### What you will do
Go through the entries and tally the lines containing the word "lists". Only the total is wanted.

### Task inputs
◆ ◆ ◆ ◆
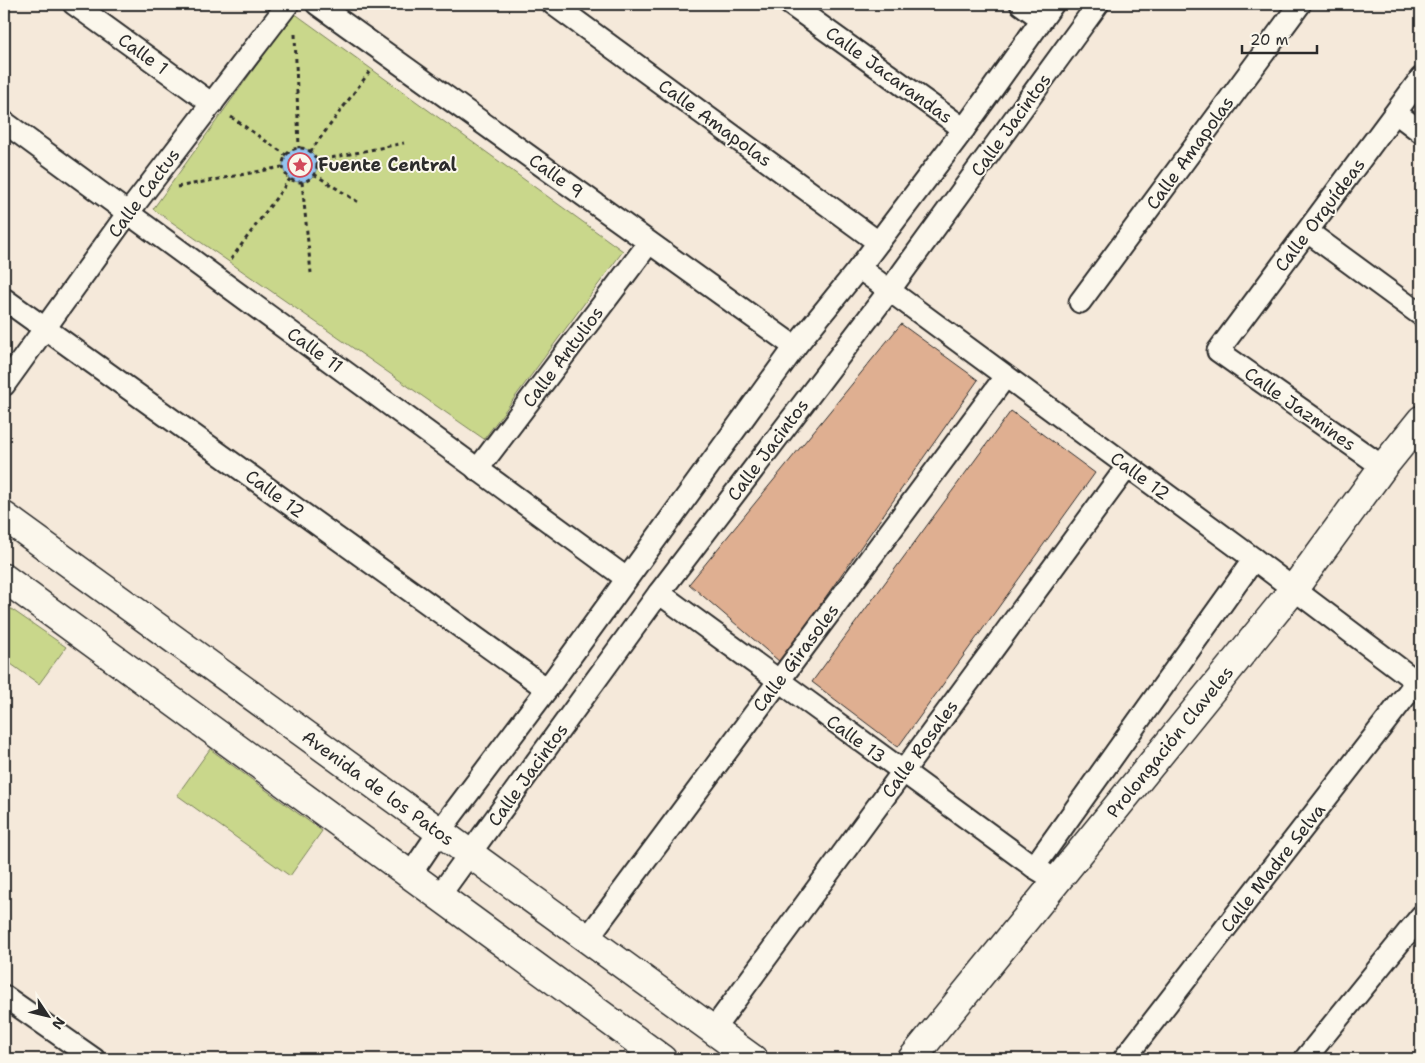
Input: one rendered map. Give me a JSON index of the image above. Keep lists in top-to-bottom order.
{
  "streets": {
    "street": [
      "Calle 1",
      "Calle Jacarandas",
      "Calle Amapolas",
      "Calle Jacintos",
      "Calle 9",
      "Calle Cactus",
      "Calle Orquídeas",
      "Calle 11",
      "Calle Antulios",
      "Calle Jazmines",
      "Calle 12",
      "Calle Girasoles",
      "Calle 13",
      "Prolongación Claveles",
      "Calle Rosales",
      "Avenida de los Patos",
      "Calle Madre Selva"
    ]
  },
  "crossings": [
    ["Calle 1", "Calle Cactus"],
    ["Calle Jacarandas", "Calle Jacintos"],
    ["Calle Amapolas", "Calle Jacintos"],
    ["Calle Jacintos", "Calle 9"],
    ["Calle Jacintos", "Calle 11"],
    ["Calle Jacintos", "Calle 12"],
    ["Calle Jacintos", "Calle 13"],
    ["Calle Jacintos", "Avenida de los Patos"],
    ["Calle 9", "Calle Antulios"],
    ["Calle Cactus", "Calle 11"],
    ["Calle Cactus", "Calle 12"],
    ["Calle Orquídeas", "Calle Jazmines"],
    ["Calle 11", "Calle Antulios"],
    ["Calle Jazmines", "Prolongación Claveles"],
    ["Calle 12", "Calle Girasoles"],
    ["Calle 12", "Prolongación Claveles"],
    ["Calle 12", "Calle Rosales"],
    ["Calle 12", "Calle Madre Selva"],
    ["Calle Girasoles", "Calle 13"],
    ["Calle Girasoles", "Avenida de los Patos"],
    ["Calle 13", "Prolongación Claveles"],
    ["Calle 13", "Calle Rosales"],
    ["Calle Rosales", "Avenida de los Patos"]
  ],
  "places": {
    "place": ["Fuente Central"]
  },
  "scale_bar": "20 m",
  "north": "bottom right"
}
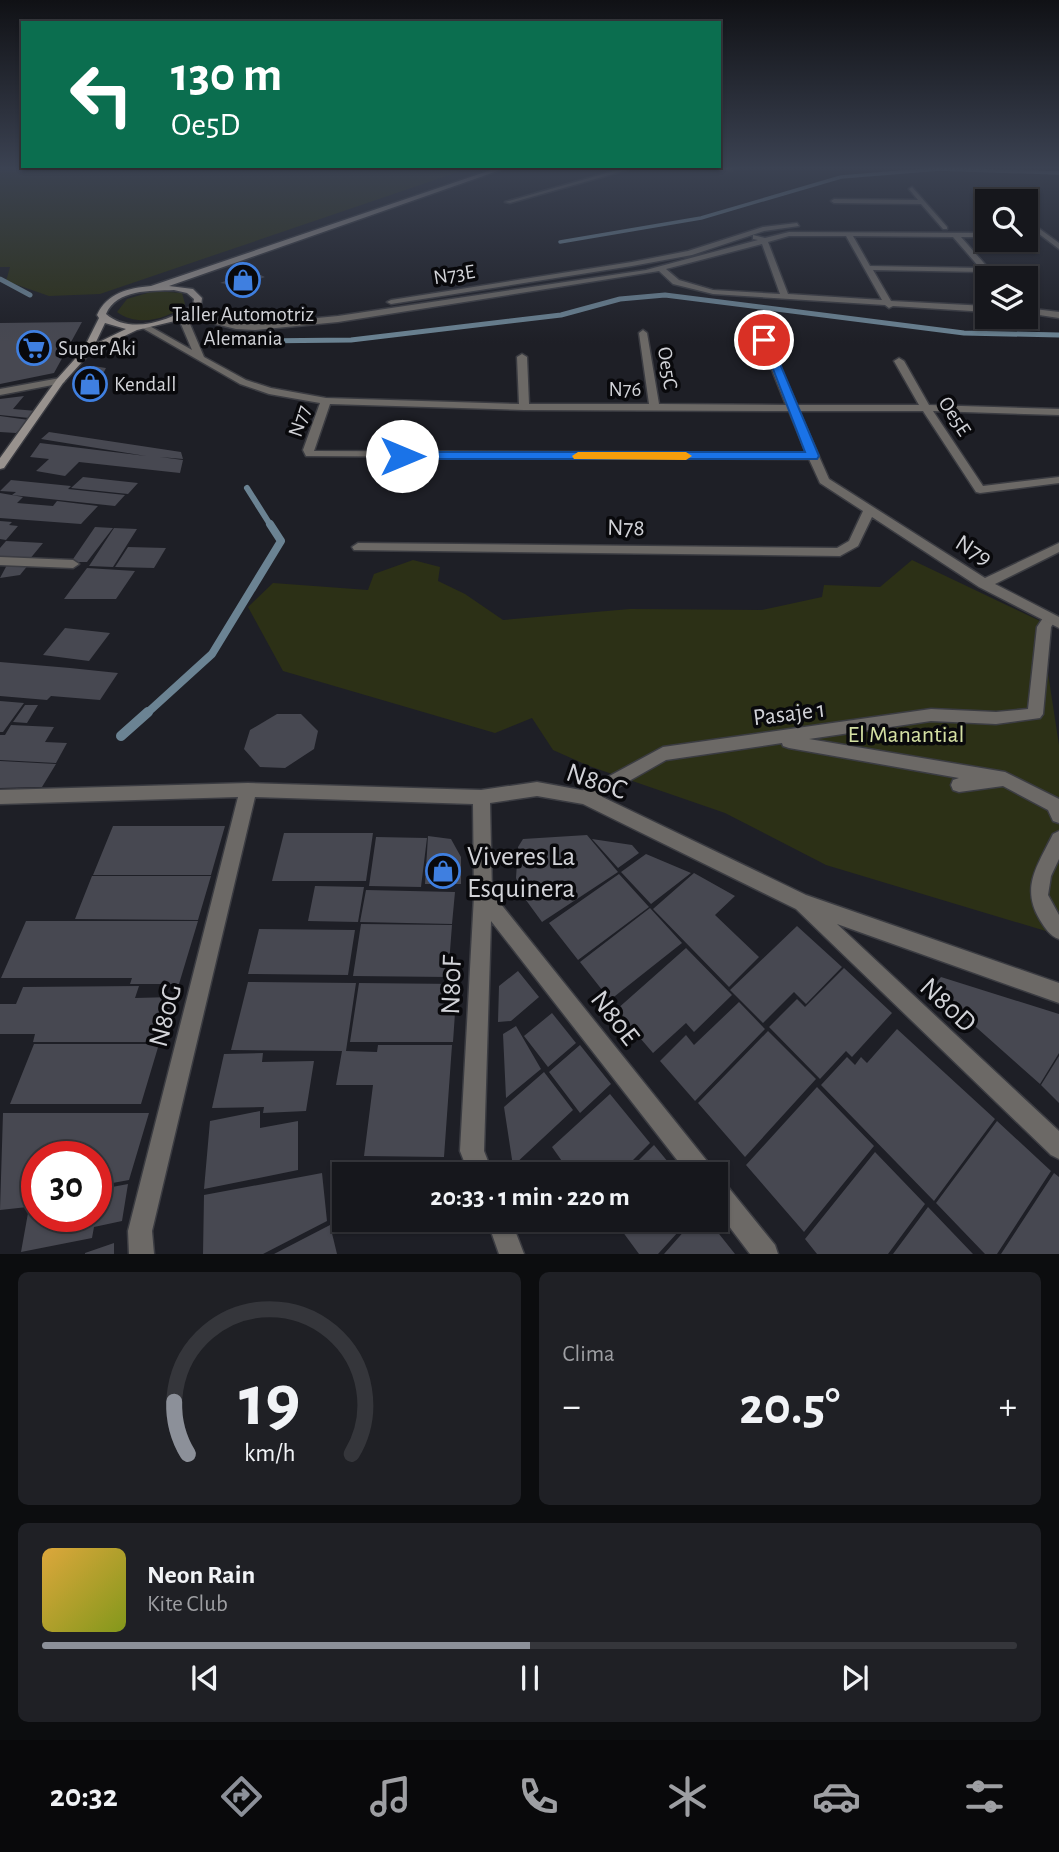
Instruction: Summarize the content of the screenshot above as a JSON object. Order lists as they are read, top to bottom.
{
  "streets": {
    "street": [
      "N73E",
      "Oe5C",
      "N76",
      "Oe5E",
      "N77",
      "N78",
      "N79",
      "Pasaje 1",
      "N80C",
      "N80F",
      "N80D",
      "N80G",
      "N80E"
    ]
  },
  "crossings": [
    ["Oe5C", "N76"],
    ["N76", "Oe5E"],
    ["N76", "N77"],
    ["N76", "N79"],
    ["N77", "N79"],
    ["N78", "N79"],
    ["N79", "Pasaje 1"],
    ["Pasaje 1", "N80C"],
    ["N80C", "N80F"],
    ["N80C", "N80D"],
    ["N80C", "N80G"],
    ["N80F", "N80E"]
  ],
  "parks": ["El Manantial"],
  "places": {
    "shop": ["Taller Automotriz Alemania", "Kendall", "Viveres La Esquinera"],
    "supermarket": ["Super Aki"]
  },
  "page": {
    "turn": ["130 m", "Oe5D"],
    "limit": "30",
    "trip": "20:33 · 1 min · 220 m",
    "tile": "Clima",
    "heat": ["−", "20.5°", "+"],
    "song": ["Neon Rain", "Kite Club"],
    "tabs": "20:32",
    "gauge": ["19", "km/h"]
  }
}
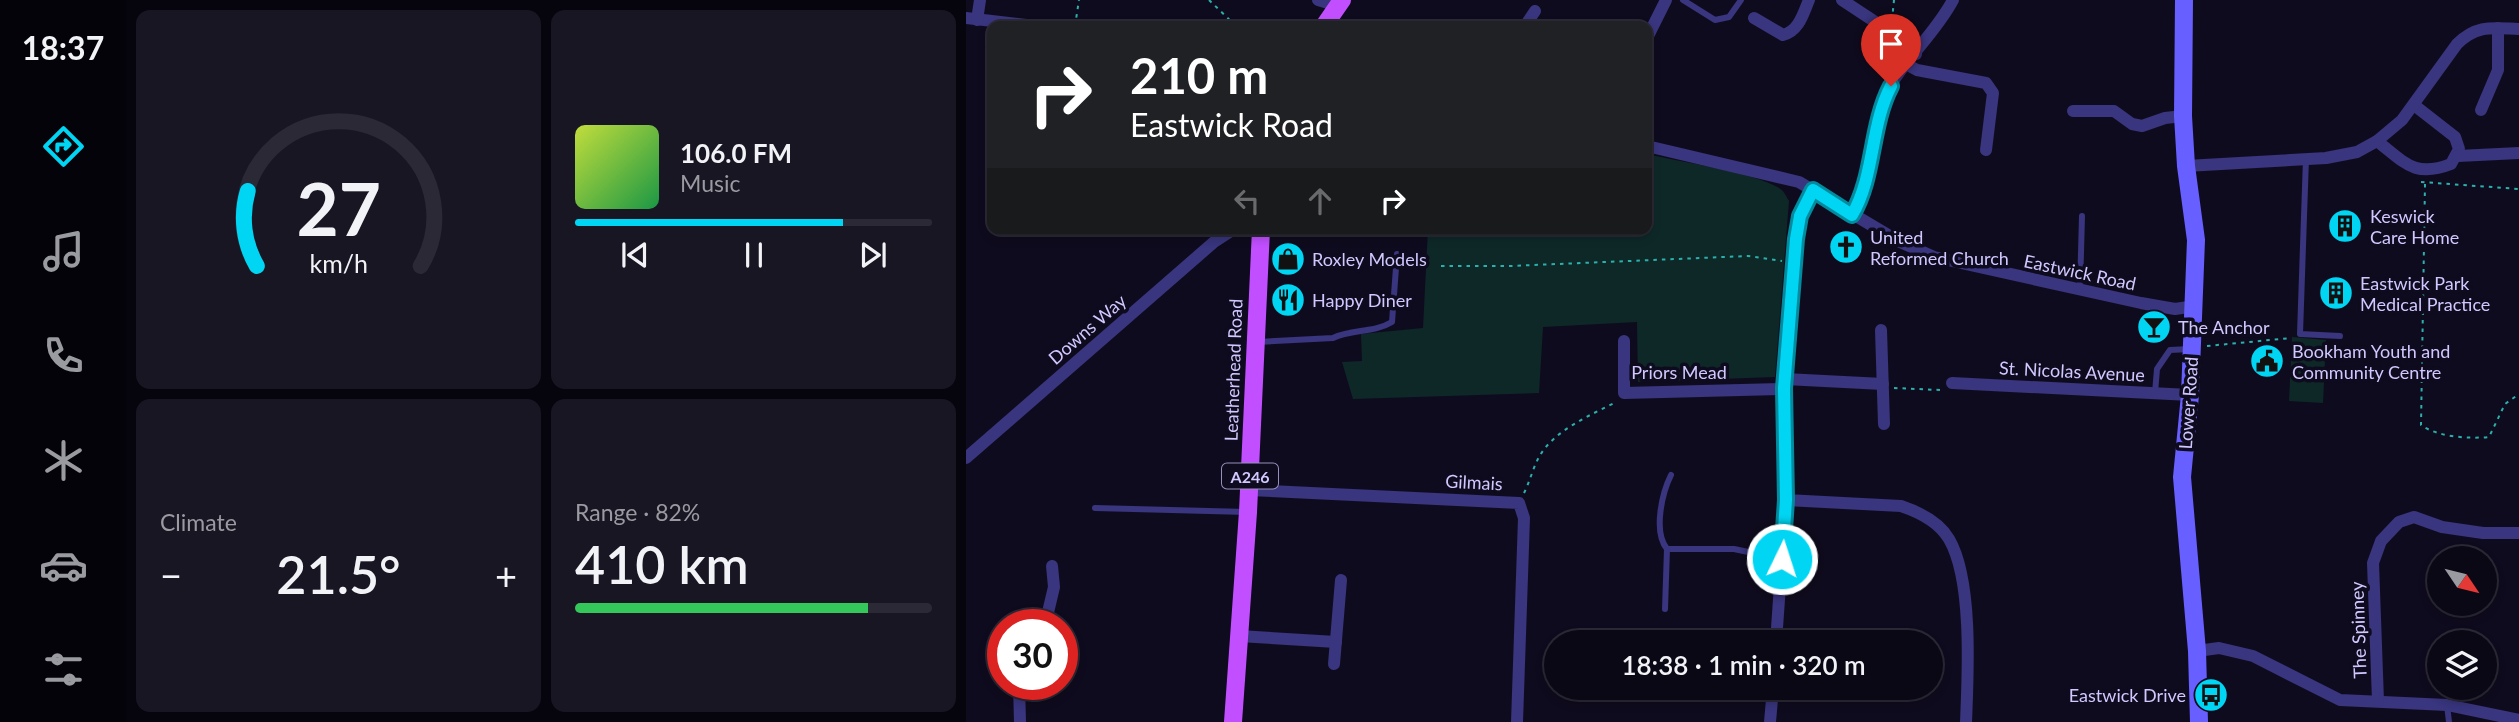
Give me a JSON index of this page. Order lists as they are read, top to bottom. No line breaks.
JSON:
{"streets":{"main road":["Leatherhead Road","A246"],"street":["Eastwick Road","Downs Way","St. Nicolas Avenue","Priors Mead","Lower Road","Gilmais","The Spinney"]},"crossings":[["Eastwick Road","Lower Road"],["Leatherhead Road","Gilmais"],["St. Nicolas Avenue","Lower Road"]],"places":{"building":["Keswick Care Home","Eastwick Park Medical Practice"],"church":["United Reformed Church"],"shop":["Roxley Models"],"restaurant":["Happy Diner"],"bar":["The Anchor"],"public building":["Bookham Youth and Community Centre"],"bus stop":["Eastwick Drive"]},"north":"bottom right","page":{"tabs":"18:37","turn":["210 m","Eastwick Road"],"song":["106.0 FM","Music"],"tile":["Climate",["Range · 82%","410 km"]],"heat":["−","21.5°","+"],"limit":"30","trip":"18:38 · 1 min · 320 m","gauge":["27","km/h"]}}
◆ ◆ ◆ ◆
### Response
3